Independent research is carried out on wireless temperature measurement and switch cabinet live-line detection by multiple scientific research units and enterprises at home and abroad, but no specific research and large-scale application are available for realizing comprehensive analysis of the operation state of the switch cabinet by combining wireless temperature measurement and partial discharge online monitoring.

The temperature measuring device commonly used by various domestic enterprises at present has the modes of active wireless temperature measurement, induction power taking, optical fiber temperature measurement and the like. The active wireless temperature measurement method adopts a battery for power supply, the size of the sensor is large, the service life is about 2-8 years, the measurement precision is low, certain potential safety hazards exist, and power failure maintenance is required to be carried out regularly; the induction power taking method obtains a power supply by performing electromagnetic induction on the current transformer, the sensor has a large size, the service life is about 10 years, the measurement precision is low, certain potential safety hazards exist, and power failure maintenance needs to be performed regularly; the optical fiber temperature measurement method adopts active power supply, the size of the sensor is large, the service life is 5-8 years, the data transmission needs to adopt wired transmission, the measurement precision is high, the power failure maintenance is still required to be carried out regularly, and the passive wireless temperature measurement device is adopted in the embodiment to carry out real-time temperature measurement and insulation analysis judgment on the movable contact and the static contact of the switch cabinet.

The local discharge live-line test of the domestic existing switch cabinet is mainly realized by offline manual inspection.
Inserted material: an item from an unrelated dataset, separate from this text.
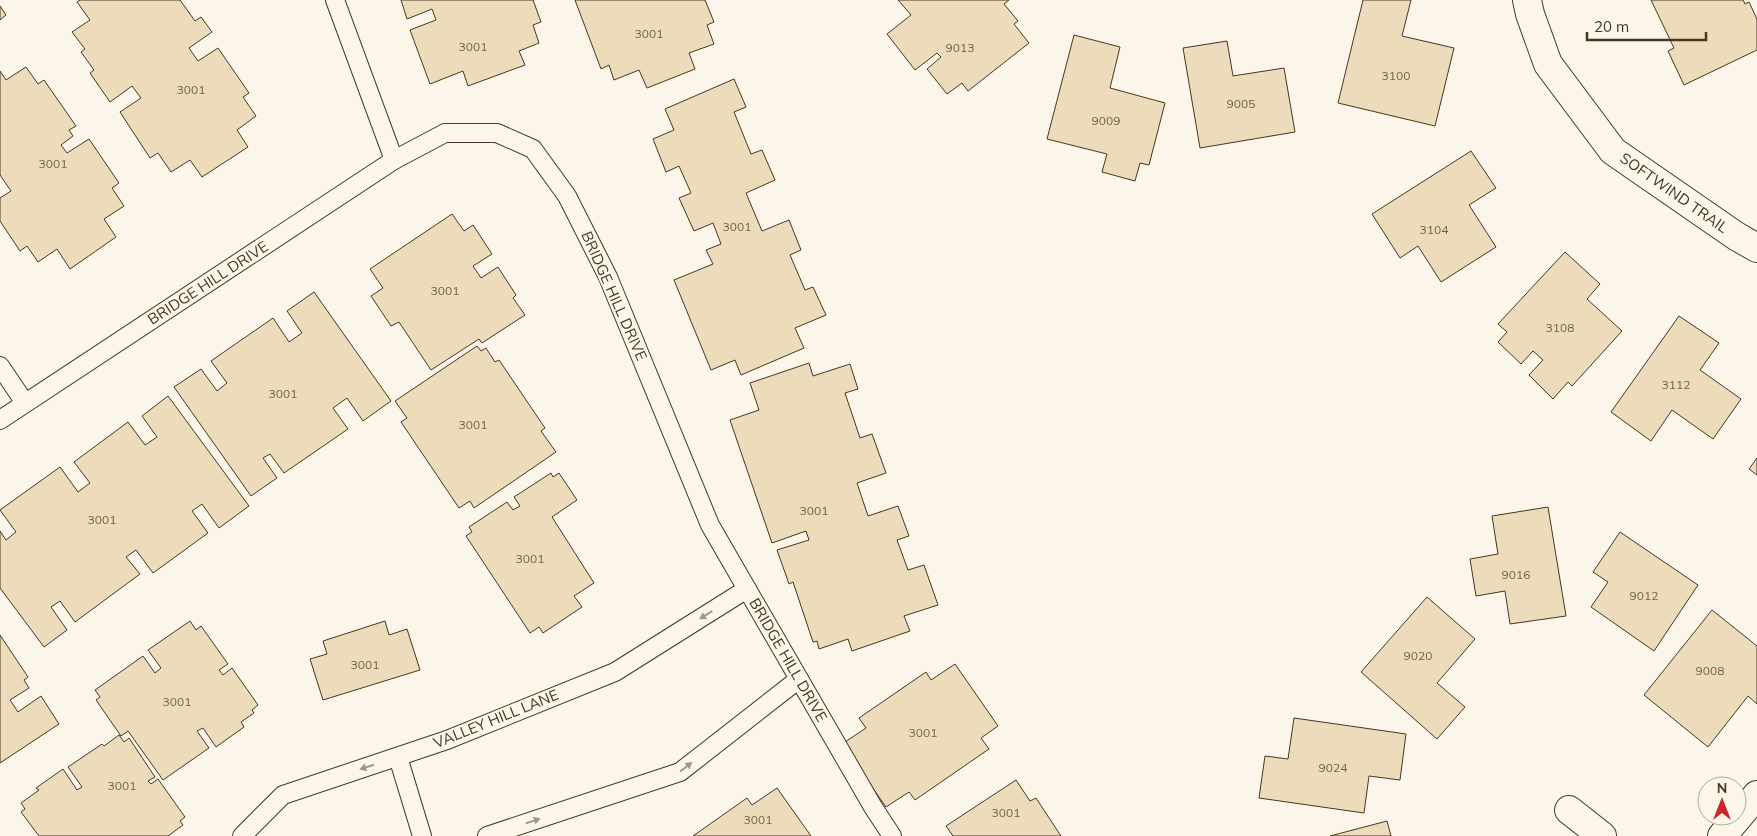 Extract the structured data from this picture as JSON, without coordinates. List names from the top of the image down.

A certain partial discharge signal of the switch cabinet is patrolled and examined through the handheld partial discharge tester and partial discharge signal receiving sensors of different types. The local discharge belt has low test efficiency, consumes a large amount of manpower and material resources, and simultaneously cannot accurately judge the development trend of the local discharge in the switch cabinet due to offline data acquisition at a certain moment.

Disclosure of Invention

The switch cabinet based on the online monitoring technology can effectively solve the problems in the prior art.
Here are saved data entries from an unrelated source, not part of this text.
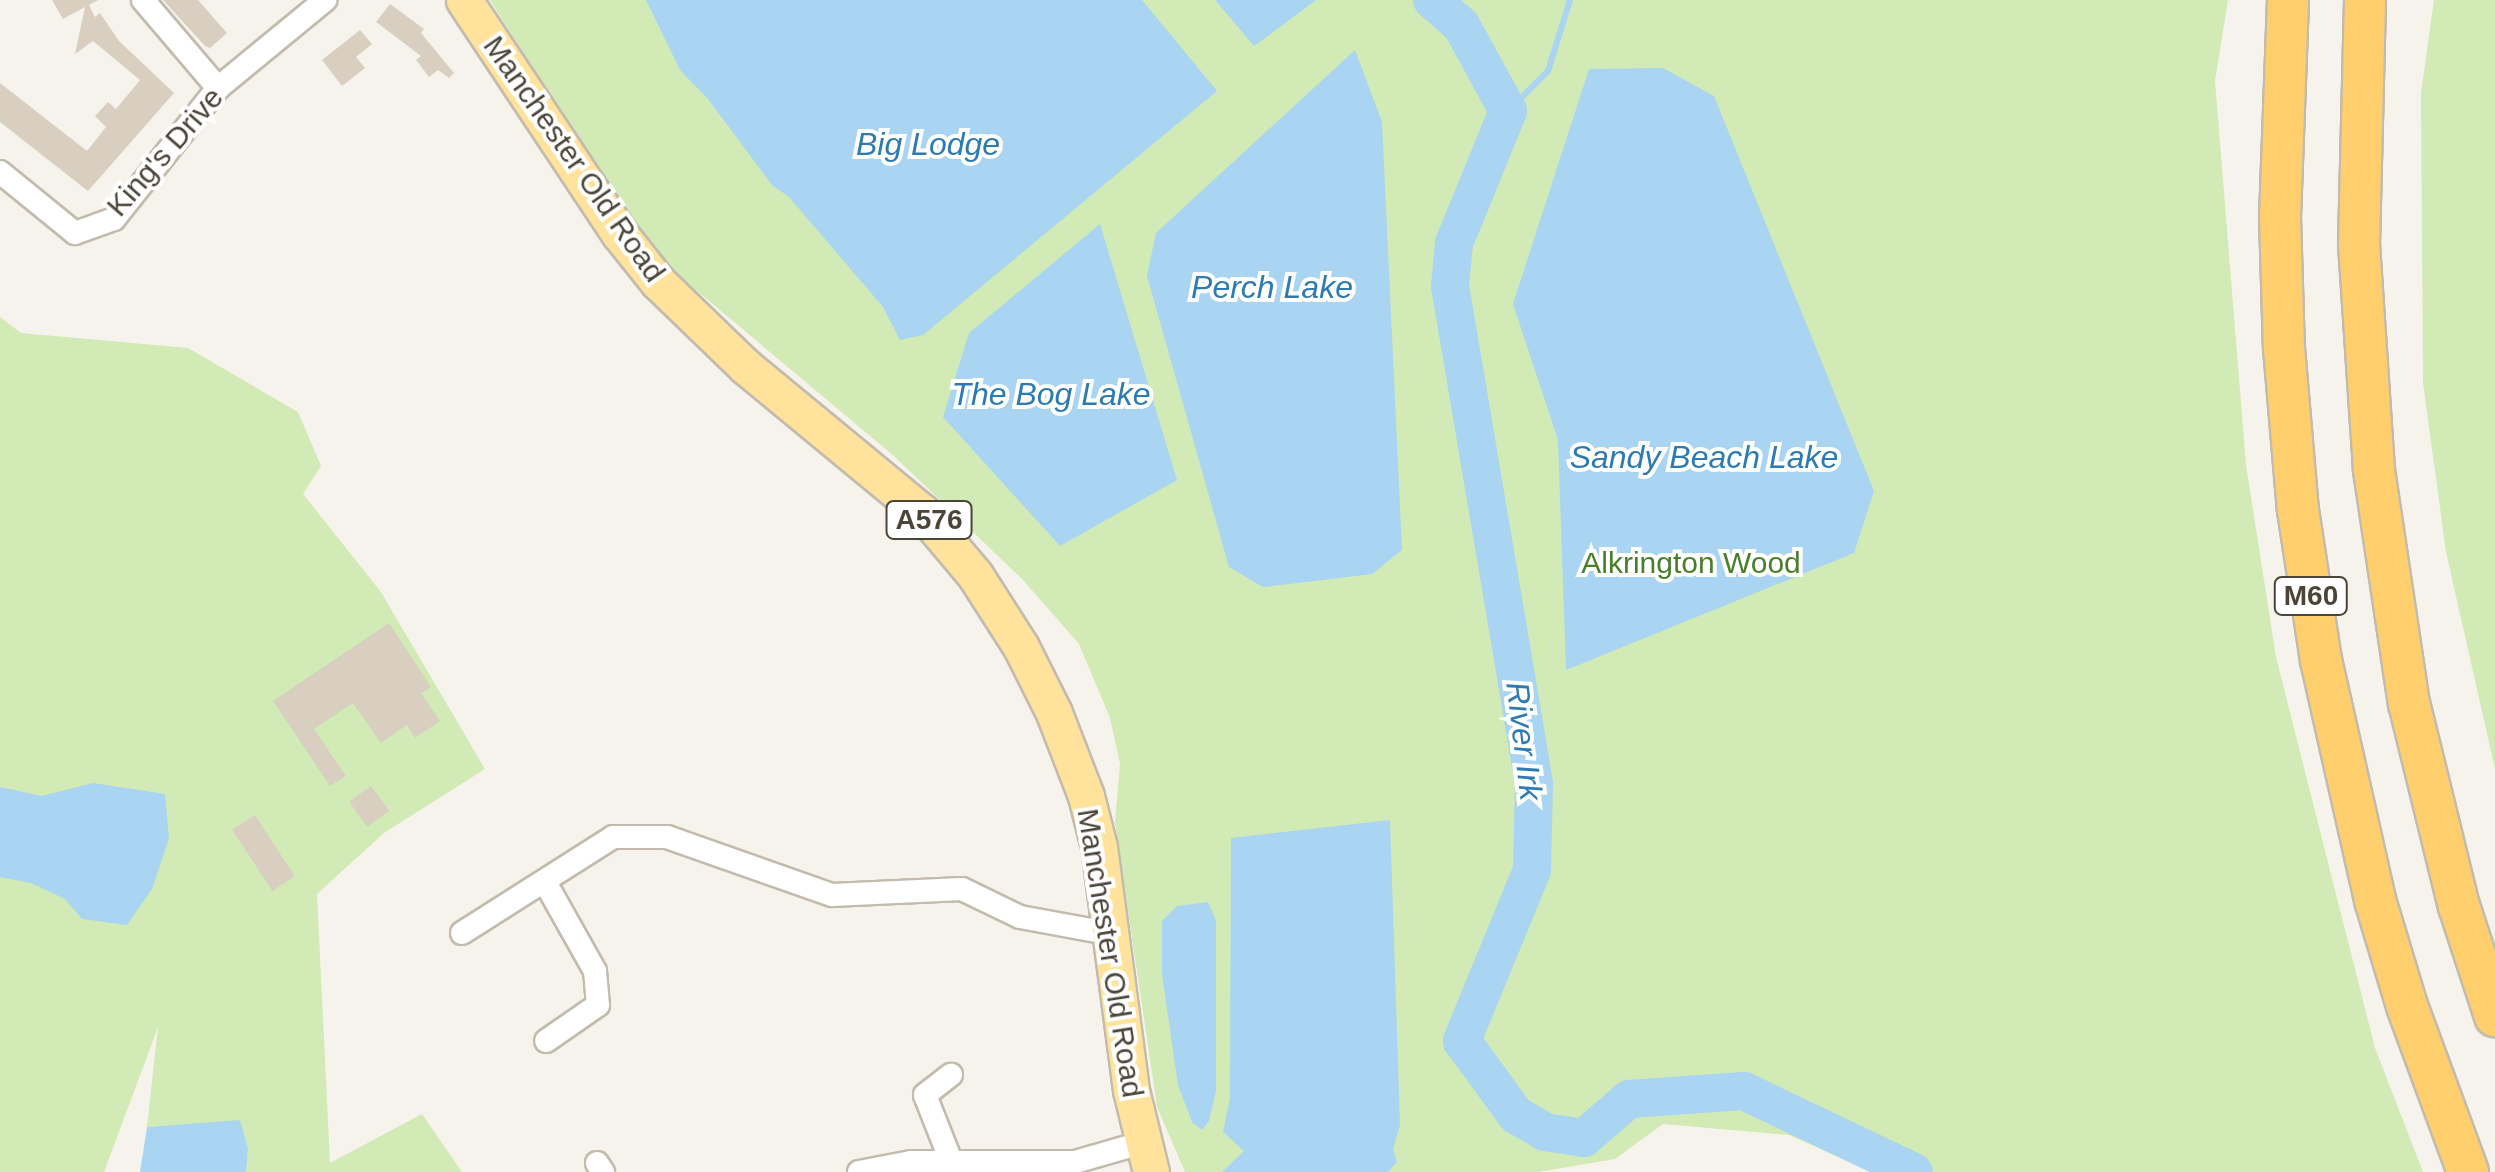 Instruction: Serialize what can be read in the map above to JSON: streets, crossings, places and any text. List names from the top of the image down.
{
  "streets": {
    "highway": ["M60"],
    "main road": ["Manchester Old Road", "A576"],
    "street": ["King's Drive"]
  },
  "water": [
    "Big Lodge",
    "Perch Lake",
    "The Bog Lake",
    "Sandy Beach Lake",
    "River Irk"
  ],
  "parks": ["Alkrington Wood"]
}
The invention provides a switch cabinet based on an online monitoring technology, wherein a passive wireless temperature measuring sensor, a partial discharge sensor, a temperature and humidity sensor and a current collecting sensor are arranged in the switch cabinet, and the switch cabinet also comprises a communication manager, a router, a monitoring host, a background system server and a telecontrol machine; the wireless temperature measuring sensor, the partial discharge sensor, the temperature and humidity sensor and the current acquisition sensor are connected with the communication management machine, the communication management machine is connected with the router, and the router is further connected with the monitoring host, the background system server and the telecontrol machine.
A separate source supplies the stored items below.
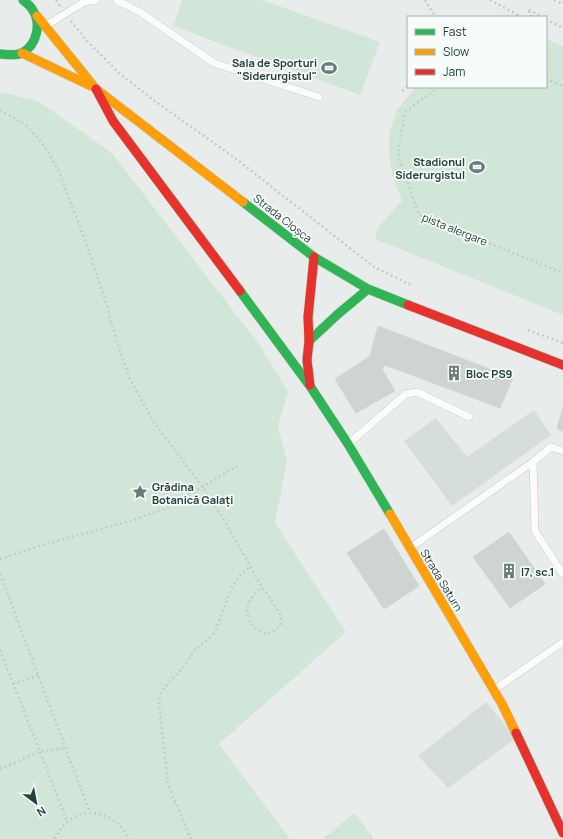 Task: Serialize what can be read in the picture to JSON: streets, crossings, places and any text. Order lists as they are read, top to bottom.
{
  "streets": {
    "street": ["Strada Cloșca", "Strada Saturn"],
    "path": ["pista alergare"]
  },
  "crossings": [
    ["Strada Cloșca", "Strada Saturn"]
  ],
  "places": {
    "sports": ["Sala de Sporturi \"Siderurgistul\"", "Stadionul Siderurgistul"],
    "building": ["Bloc PS9", "I7, sc.1"],
    "place": ["Grădina Botanică Galați"]
  },
  "legend": ["Fast", "Slow", "Jam"],
  "north": "bottom right"
} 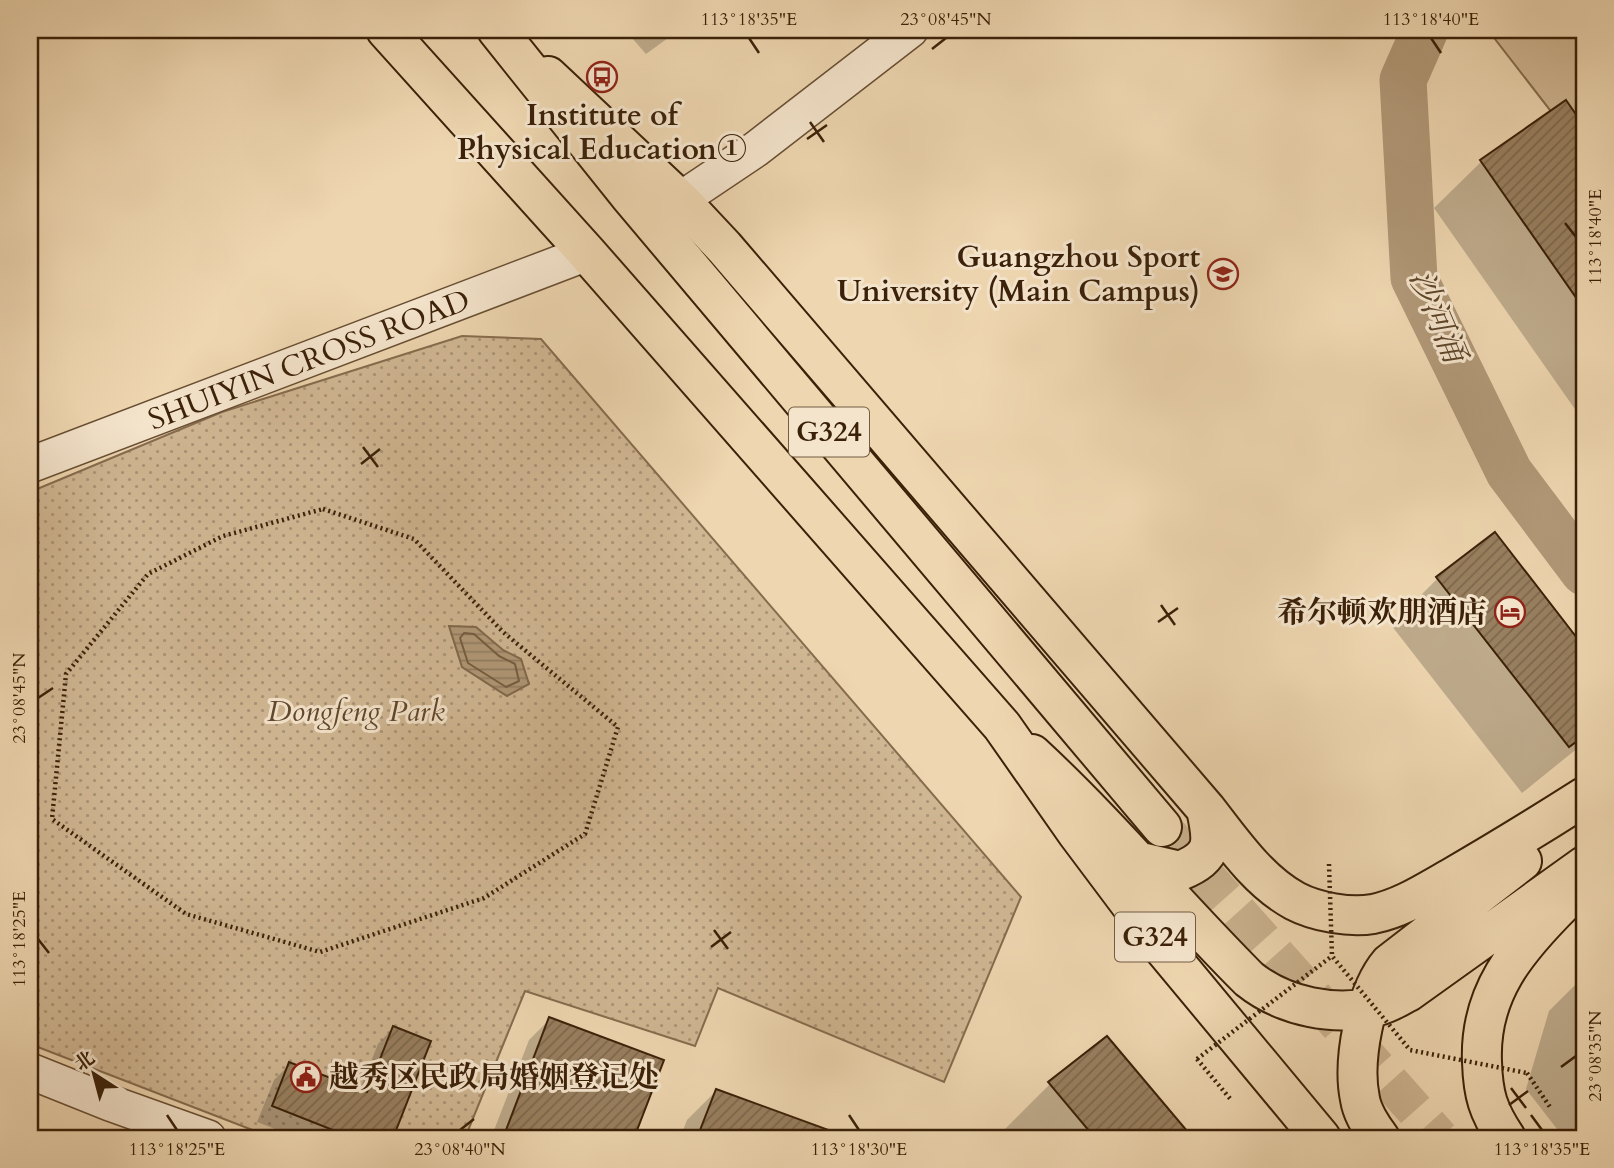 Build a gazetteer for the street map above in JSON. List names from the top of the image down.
{
  "streets": {
    "main road": ["G324"],
    "street": ["SHUIYIN CROSS ROAD"]
  },
  "crossings": [
    ["SHUIYIN CROSS ROAD", "G324"]
  ],
  "water": ["沙河涌"],
  "parks": ["Dongfeng Park"],
  "places": {
    "bus stop": ["Institute of Physical Education①"],
    "school or university": ["Guangzhou Sport University (Main Campus)"],
    "hotel": ["希尔顿欢朋酒店"],
    "public building": ["越秀区民政局婚姻登记处"]
  },
  "north": "top left",
  "coordinates": [
    "113°18'35\"E",
    "23°08'45\"N",
    "113°18'40\"E",
    "113°18'25\"E",
    "23°08'35\"N",
    "23°08'40\"N",
    "113°18'30\"E"
  ]
}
As a further optimization of the invention, the passive wireless temperature measurement sensor comprises a wireless temperature sensor, a temperature measurement communication terminal and a temperature monitoring alarm system.

As further optimization of the invention, the wireless temperature sensor uses ZigBee wireless transmission protocol, and communicates with the transmitting and receiving device by adopting 433MHZ wireless transmission frequency band to transmit the temperature data of the monitoring point to the temperature measurement communication terminal.

As a further optimization of the invention, the partial discharge sensor adopts TEV, AE and UHF three-in-one partial discharge sensing technology.

As a further optimization of the invention, the partial discharge sensor comprises a monitoring front end, a monitoring host and a background server, wherein the monitoring front end is connected with the monitoring host, and the monitoring host is connected with the background server.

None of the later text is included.